To paraphrase an old REM song, “It’s the end of work as we know it. But I feel fine.” In the not-too-distant future, this will be the end game for politicians. Although there is a continuance of, and even in the case of President Agent Orange, a revival of the policy of creating more jobs, the reality is that under the current capitalist trajectory, there aren’t enough to go round. We are already seeing it with the rise in automation and the precariat and gig economy; people are scraping around for part-time jobs that are unsustainable economically. Politicians will have to find ways of keeping people happy (however that is defined) outside of work.

Some commentators are beginning to write about the post-work economy and how today’s politicians are wrong in their promise to create more jobs.
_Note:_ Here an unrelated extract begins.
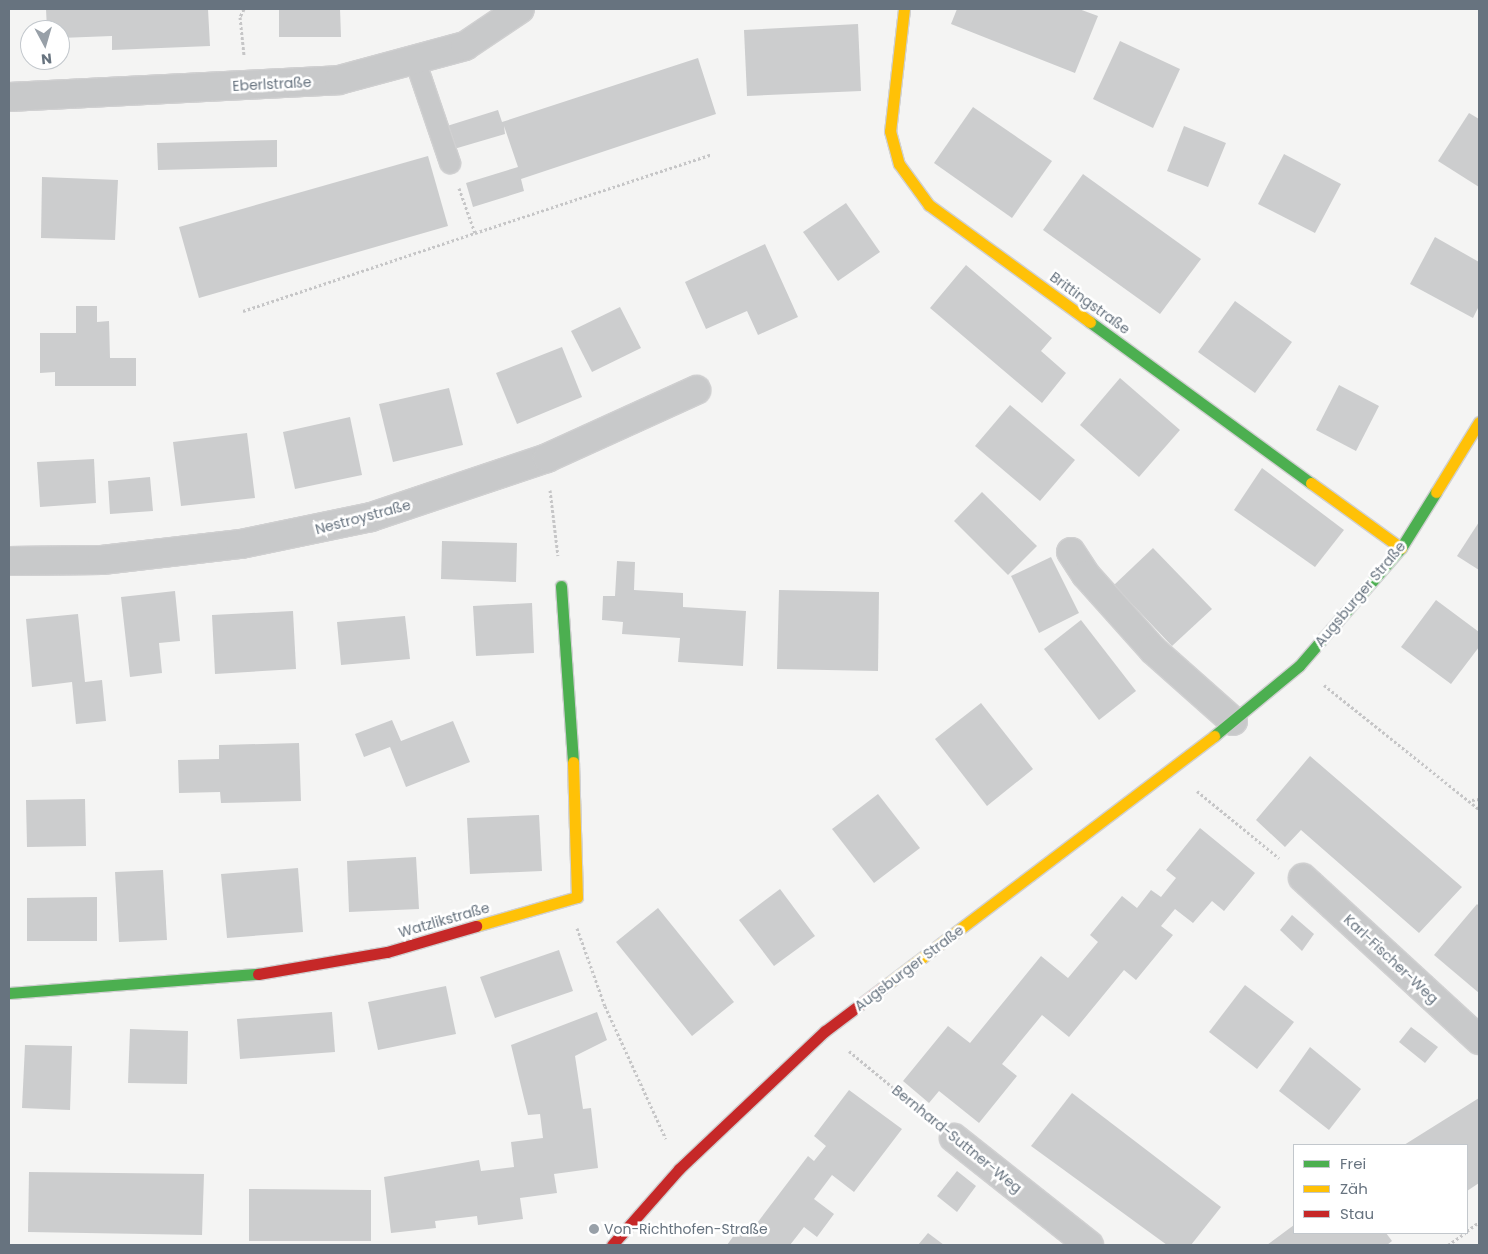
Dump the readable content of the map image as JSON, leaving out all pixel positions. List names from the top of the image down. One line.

In a provocative essay, “Fuck Work!” the historian James Livingston claims that the belief in work as a central factor of what it means to be human, “has become ridiculous, because there’s not enough work to go around, and what there is of it won’t pay the bills – unless of course you’ve landed a job as a drug dealer or a Wall Street banker, becoming a gangster either way.” Similarly, Yuvi Noah Hariri describes this situation in a more apocalyptic fashion, “The new longevity and super-human qualities are likely to be the preserve of the techno super-rich, the masters of the data universe. Meanwhile, the redundancy of labour, supplanted by efficient machines, will create an enormous “useless class”, without economic or military purpose.”
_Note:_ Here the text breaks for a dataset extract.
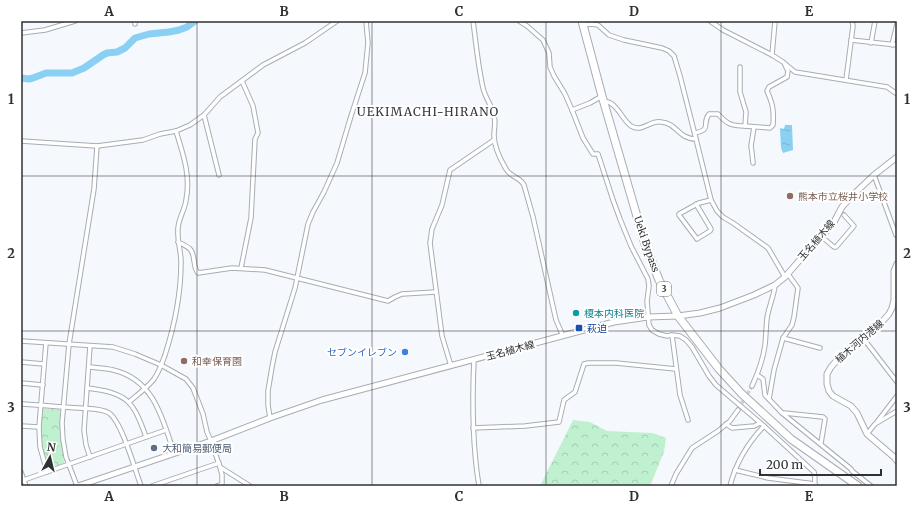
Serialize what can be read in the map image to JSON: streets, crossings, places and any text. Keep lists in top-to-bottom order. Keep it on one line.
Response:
{"streets":{"highway":["Ueki Bypass","3"],"main road":["玉名植木線","植木河内港線"]},"crossings":[["玉名植木線","Ueki Bypass"]],"districts":["UEKIMACHI-HIRANO"],"places":{"other":["熊本市立桜井小学校","榎本内科医院","セブンイレブン","和幸保育園","大和簡易郵便局"],"transit":["萩迫"]},"scale_bar":"200 m","north":"top","grid":{"columns":["A","B","C","D","E"],"rows":["1","2","3"]}}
Fred02The poem, The Earth and the Stars in the Palm of our Hand by Fred Voss, laments the state of the capitalist economy at a place he has worked for over thirty years; even though “it’s a pretty good job we have /considering how tough it is out there in so many other factories /in this era of the busted union and the beaten-down worker /but paradise? /and we walk away toward our machines ready for another 10 /              hours inside tin walls /as outside perfect blue waves roll onto black sand Hawaiian / beaches /and billionaires raise martini glasses.” But in response to an ironic comment (“Another day in paradise,”) from a workmate, he asks the question: “why not a job /joyous as one of these poems I write /a job where each turn of a wrench /each ring of a hammer makes my soul sing out glad for each /drop of sweat /rolling down my back because the world has woken up and /stopped worshiping money.” Everyone needs a sense of worth, even in a mundane job, where they don’t feel exploited and undervalued. For as Fred beautifully writes, [there is] “nothing more noble /than bread on the table and a steel cutter’s grandson /reaching for the moon and men /dropping time cards into time clocks and stepping up to their /machines /like the sun /couldn’t rise /without them.” The challenge now is create a sense of this nobility both inside and outside the workplace.

This poem comes from a new pamphlet by Fred Voss published by Culture Matters & Manifesto Press, and supported by the trades union, Unite.
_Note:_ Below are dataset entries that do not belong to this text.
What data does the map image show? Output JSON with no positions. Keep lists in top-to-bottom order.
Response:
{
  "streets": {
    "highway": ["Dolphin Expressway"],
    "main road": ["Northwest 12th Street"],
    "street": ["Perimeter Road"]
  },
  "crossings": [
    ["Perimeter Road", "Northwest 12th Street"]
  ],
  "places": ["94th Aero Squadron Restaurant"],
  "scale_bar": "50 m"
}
38 years ago Fred Voss walked into a steel mill and put on a hardhat and picked up a torch and a wrench and then a pen to write of souls sold in the job market, lives fed into time clocks, men owned and ordered like they were  hardly men at all, by bosses and owners too good to shoulder a load or grab a pickaxe, as the earth is covered with concrete and the trees and tigers die. Fred Voss looks for the day when all this will be changed when women and men with dirt on their hands and gold in their souls will no longer be treated like children but given the power and respect the true makers of this world deserve. Voss has published three books of poems with Bloodaxe: Goodstone(1991), Carnegie Hall with Tin Walls (1998) and Hammers and Hearts of the Gods (2009).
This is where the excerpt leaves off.